Hodgkin’s lymphoma is an indication currently dominated by chemotherapy regimens and stem cell transplants. There is a need for new treatments that will prolong remission, namely in the first line, in order to delay the necessity of more toxic treatments such as stem cell transplants.

Currently, both Adcetris and the PD-1 inhibitors Opdivo and Keytruda are expanding within the Hodgkin’s lymphoma market by exploring combination strategies with the goal of achieving this target. However, new approaches are continuously being pursued and a highly anticipated treatment to reach the Hodgkin’s lymphoma market, after having already been approved to treat other haematological malignancies, is chimeric-antigen receptor T-cell (CAR-T) therapies. Among the CAR-T approaches being studied in Hodgkin’s lymphoma is Cellular Biomedicine Group Inc with its CBM-C30.1 and Immune Cells CD30 CAR-T Therapy. However, it was Tessa Therapeutics ’ CD30 CAR-T cell therapy TT11 that received a special designation by the FDA. Though this is an early step, CAR-T cell therapies could soon be making their way to Hodgkin’s lymphoma and revolutionize treatment as they have so far done for other haematological malignancies.

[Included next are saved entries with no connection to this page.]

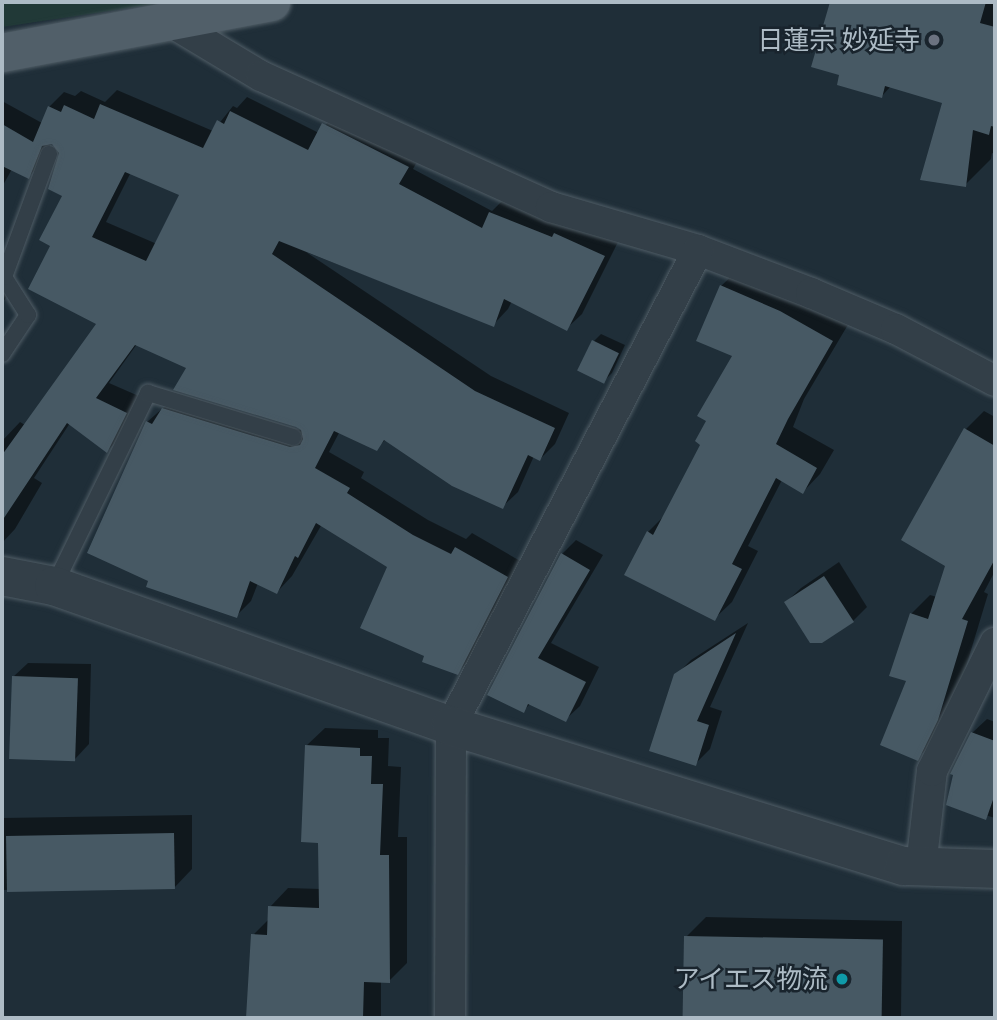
<!DOCTYPE html>
<meta charset="utf-8">
<style>
body{margin:0}
#map{position:relative;width:997px;height:1020px;overflow:hidden;background:#1f2e38;font-family:Mulish,"Noto Sans JP",sans-serif}
div>[style]{position:absolute}
.green>*{inset:0;background:#213937}
.shadow>*{inset:0;background:#0007}
.building>*{inset:0;background:#475964;transform-origin:0 0}
.roads{filter:drop-shadow(0 0 2px #505d66) drop-shadow(0 0 2px #505d66)}
.service>*{height:16px;margin:-8px;padding:0 8px;transform-origin:8px;border-radius:8px;background:#333f48}
.minor>*{height:30px;margin:-15px;padding:0 15px;transform-origin:15px;border-radius:15px;background:#333f48}
.tertiary>*{height:38px;margin:-19px;padding:0 19px;transform-origin:19px;border-radius:19px;background:#333f48}
.primary>*{height:38px;margin:-19px;padding:0 19px;transform-origin:19px;border-radius:19px;background:#515f69}
.dots>*{width:19px;height:19px;translate:-50% -50%;box-sizing:border-box;border:4px solid #19242d;border-radius:50%}
span{translate:-50% -50%;white-space:nowrap;text-align:center;line-height:1.15;-webkit-text-stroke:5px #19242d;paint-order:stroke}
.poi-label{font-size:26px;color:#adbbc5}
.right{translate:-100% -50%;text-align:right}
.frame{position:absolute;inset:0;border:4px solid #adbbc5;pointer-events:none}
</style>
<div id="map">
<div class="green">
<i style="clip-path:polygon(2px 2px,170px 2px,2px 27px)"></i>
</div>
<div class="shadow">
<i style="clip-path:polygon(831px 2px,995px 2px,995px 154px,992px 153px,991px 159px,965px 185px,944px 102px,891px 86px,882px 96px,841px 74px,813px 65px)"></i>
<i style="clip-path:polygon(evenodd,117px 90px,213px 131px,233px 106px,237px 108px,247px 97px,319px 133px,339px 109px,423px 151px,413px 169px,492px 211px,505px 198px,619px 240px,582px 314px,566px 329px,512px 301px,508px 309px,493px 325px,306px 252px,491px 376px,569px 413px,555px 444px,540px 459px,534px 456px,518px 492px,502px 507px,386px 439px,376px 449px,340px 431px,329px 452px,364px 472px,361px 478px,428px 520px,466px 539px,472px 533px,522px 562px,472px 658px,457px 673px,426px 655px,389px 567px,322px 524px,292px 576px,277px 592px,258px 583px,251px 601px,236px 616px,147px 422px,179px 394px,306px 432px,188px 368px,137px 344px,109px 383px,141px 397px,122px 436px,107px 451px,70px 423px,34px 478px,42px 483px,15px 529px,2px 543px,2px 441px,20px 422px,25px 425px,99px 323px,52px 245px,64px 195px,58px 145px,51px 143px,43px 162px,28px 177px,12px 169px,2px 187px,2px 101px,42px 123px,49px 107px,64px 92px,75px 96px,81px 91px,105px 102px,117px 90px,131px 172px,182px 194px,157px 244px,106px 222px,131px 172px)"></i>
<i style="clip-path:polygon(739px 269px,849px 323px,804px 399px,793px 427px,834px 450px,820px 474px,803px 492px,782px 480px,748px 546px,758px 551px,732px 602px,714px 619px,648px 532px,666px 514px,702px 444px,735px 355px,721px 286px)"></i>
<i style="clip-path:polygon(2px 273px,16px 285px,2px 303px)"></i>
<i style="clip-path:polygon(601px 334px,625px 345px,612px 373px,605px 380px,594px 341px)"></i>
<i style="clip-path:polygon(984px 411px,995px 417px,995px 571px,984px 592px,988px 594px,956px 700px,936px 740px,917px 758px,908px 680px,911px 614px,930px 595px,937px 597px,948px 565px,965px 430px)"></i>
<i style="clip-path:polygon(576px 540px,603px 555px,551px 643px,599px 667px,580px 706px,565px 720px,531px 703px,523px 711px,562px 554px)"></i>
<i style="clip-path:polygon(839px 562px,867px 607px,853px 621px,786px 602px,801px 588px)"></i>
<i style="clip-path:polygon(748px 623px,710px 707px,722px 711px,710px 749px,695px 764px,676px 675px,691px 660px)"></i>
<i style="clip-path:polygon(28px 663px,91px 664px,89px 744px,75px 759px,13px 677px)"></i>
<i style="clip-path:polygon(987px 719px,995px 722px,995px 818px,948px 804px,972px 733px)"></i>
<i style="clip-path:polygon(325px 728px,378px 730px,378px 738px,389px 738px,388px 766px,401px 767px,398px 837px,407px 837px,407px 963px,389px 981px,381px 981px,381px 1018px,248px 1018px,253px 935px,269px 919px,270px 907px,288px 888px,321px 889px,320px 841px,306px 746px)"></i>
<i style="clip-path:polygon(192px 815px,192px 869px,174px 888px,2px 890px,2px 818px)"></i>
<i style="clip-path:polygon(706px 917px,902px 921px,901px 1018px,683px 1018px,686px 937px)"></i>
</div>
<div class="building">
<i style="clip-path:polygon(830px 2px,986px 2px,980px 23px,995px 27px,995px 127px,991px 126px,989px 135px,973px 130px,966px 187px,920px 180px,942px 103px,885px 86px,882px 98px,837px 85px,839px 75px,811px 67px)"></i>
<i style="clip-path:polygon(evenodd,100px 104px,203px 148px,217px 120px,224px 124px,230px 111px,308px 150px,322px 123px,409px 167px,399px 184px,482px 228px,489px 212px,552px 237px,554px 233px,605px 256px,567px 331px,504px 299px,494px 327px,279px 241px,272px 254px,475px 391px,555px 428px,540px 461px,528px 455px,503px 509px,452px 486px,384px 440px,377px 451px,334px 431px,315px 468px,350px 488px,347px 493px,413px 535px,451px 554px,455px 547px,508px 577px,458px 675px,422px 662px,424px 656px,360px 628px,387px 567px,316px 523px,298px 558px,295px 556px,277px 594px,250px 581px,237px 618px,146px 587px,148px 581px,87px 553px,146px 421px,152px 424px,162px 408px,290px 447px,300px 445px,303px 439px,301px 430px,296px 427px,173px 390px,186px 368px,135px 345px,96px 398px,127px 413px,107px 453px,67px 423px,2px 521px,2px 455px,96px 324px,28px 289px,50px 246px,39px 240px,62px 196px,48px 189px,59px 153px,52px 144px,42px 146px,29px 179px,2px 166px,2px 124px,33px 142px,48px 106px,61px 112px,64px 105px,94px 119px,100px 104px,125px 172px,179px 195px,146px 261px,92px 237px,125px 172px)"></i>
<i style="clip-path:polygon(720px 285px,780px 311px,833px 341px,788px 419px,776px 444px,817px 468px,803px 494px,776px 478px,732px 564px,742px 569px,715px 621px,624px 575px,647px 531px,653px 535px,700px 445px,695px 441px,706px 421px,697px 416px,732px 356px,696px 341px)"></i>
<i style="left:592px;top:340px;width:30px;height:34px;rotate:26deg"></i>
<i style="clip-path:polygon(964px 428px,995px 446px,995px 559px,962px 619px,968px 621px,938px 720px,918px 761px,880px 745px,906px 681px,889px 676px,910px 613px,928px 619px,945px 566px,901px 540px)"></i>
<i style="clip-path:polygon(561px 553px,590px 570px,538px 658px,586px 682px,566px 722px,528px 704px,524px 713px,487px 695px)"></i>
<i style="clip-path:polygon(824px 576px,854px 622px,822px 643px,810px 643px,784px 602px)"></i>
<i style="clip-path:polygon(736px 633px,697px 721px,709px 725px,696px 766px,649px 751px,674px 674px)"></i>
<i style="left:12px;top:676px;width:66px;height:83px;rotate:2deg"></i>
<i style="clip-path:polygon(971px 732px,995px 741px,995px 794px,986px 820px,946px 805px,953px 775px,950px 774px)"></i>
<i style="clip-path:polygon(305px 745px,360px 748px,360px 756px,372px 756px,371px 784px,383px 784px,380px 855px,389px 855px,390px 983px,364px 982px,363px 1018px,246px 1018px,251px 934px,267px 935px,268px 906px,319px 908px,318px 843px,301px 842px)"></i>
<i style="left:174px;top:833px;width:56px;height:168px;rotate:89deg"></i>
<i style="left:684px;top:936px;width:199px;height:82px;rotate:1deg"></i>
</div>
<div class="roads">
<div class="service">
<i style="left:2px;top:354px;width:47px;rotate:-56.3deg"></i>
<i style="left:28px;top:315px;width:45px;rotate:-122.3deg"></i>
<i style="left:4px;top:277px;width:131px;rotate:-69.9deg"></i>
<i style="left:54px;top:586px;width:215px;rotate:-64deg"></i>
<i style="left:148px;top:393px;width:152px;rotate:16.9deg"></i>
</div>
<div class="minor">
<i style="left:171px;top:22px;width:105px;rotate:31deg"></i>
<i style="left:261px;top:76px;width:318px;rotate:24.3deg"></i>
<i style="left:551px;top:207px;width:153px;rotate:16.3deg"></i>
<i style="left:698px;top:250px;width:121px;rotate:20.8deg"></i>
<i style="left:811px;top:293px;width:92px;rotate:23deg"></i>
<i style="left:896px;top:329px;width:112px;rotate:27.7deg"></i>
<i style="left:921px;top:867px;width:97px;rotate:-83.5deg"></i>
<i style="left:932px;top:771px;width:143px;rotate:-63.8deg"></i>
<i style="left:450px;top:1018px;width:292px;rotate:-89.8deg"></i>
<i style="left:451px;top:726px;width:536px;rotate:-62.57deg"></i>
</div>
<div class="tertiary">
<i style="left:2px;top:576px;width:53px;rotate:10.9deg"></i>
<i style="left:54px;top:586px;width:421px;rotate:19.4deg"></i>
<i style="left:451px;top:726px;width:474px;rotate:17.2deg"></i>
<i style="left:904px;top:866px;width:91px;rotate:1.9deg"></i>
</div>
<div class="primary">
<i style="left:2px;top:53px;width:274px;rotate:-10.7deg"></i>
</div>
</div>
<div class="dots">
<i style="left:934px;top:40px;background:#6b7280"></i>
<i style="left:842px;top:979px;background:#0f9aa8"></i>
</div>
<div class="poi-label">
<span class="right" style="left:920px;top:40px">日蓮宗 妙延寺</span>
<span class="right" style="left:828px;top:979px">アイエス物流</span>
</div>
<div class="frame"></div>
</div>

On February 27, the FDA granted the regenerative medicine advanced therapy (RMAT) designation to TT11, which provides the benefits of the FDA’s fast track and breakthrough therapy designations. TT11 becomes the 47th drug to receive this new designation, which the FDA initiated in 2016 to speed the review of novel cell therapies, gene therapies, and other regenerative medicines. To date, only two CAR-T therapies have received this designation, namely Bristol-Myers Squibb ’s Liso-cel and CARsgen’s CT053. The RMAT designation for TT11 followed from positive Phase I / II data where Hodgkin’s lymphoma patients who failed all other lines of therapy achieved a positive response to TT11. The data pooled from both studies, conducted by Baylor College of Medicine and Lineberger Comprehensive Cancer Center, culminated in a total 18 out of 27 (66.7%) patients achieving a complete response. In addition to this, Tessa Therapeutics has a planned pivotal Phase II trial for this drug, expected to initiate in Q4 2020 with an estimated primary completion date of December 2022. Given the RMAT designation, Tessa Therapeutics may look to discuss surrogate endpoints with the FDA for its planned Phase II trial to support a faster approval of TT11. As per the standard clinical trial design for novel treatments in HL, both the Phase I / II trials investigated TT11 in relapsed and refractory (R/R) Hodgkin’s lymphoma patients. GlobalData expects that Tessa Therapeutics may be first to market with its CAR-T therapy in Hodgkin’s lymphoma and soon after, seek to gain approval for pre-transplant R / R patients, positioning TT11 to eventually become an option for first-line treatment.

This news has also served to highlight the importance of academic partnerships and their role in bringing new treatments to indications with a relatively low incidence. Tessa Therapeutics first established a strategic partnership with Baylor College of Medicine in 2015 regarding HPV-specific T cell therapies. In 2016 this partnership was extended to include the development of novel combination therapies to treat liver and lung cancers. Finally, in 2020 this partnership peaked with TT11’s RMAT designation by the FDA. Both Baylor College of Medicine and Lineberger Comprehensive Cancer Center contributed to the development of TT11, and retain an important strategic position, being involved in clinical trials with multiple other CAR-T therapies, accounting for seven out of nine ongoing trials for CAR-T therapies for Hodgkin’s lymphoma in the US.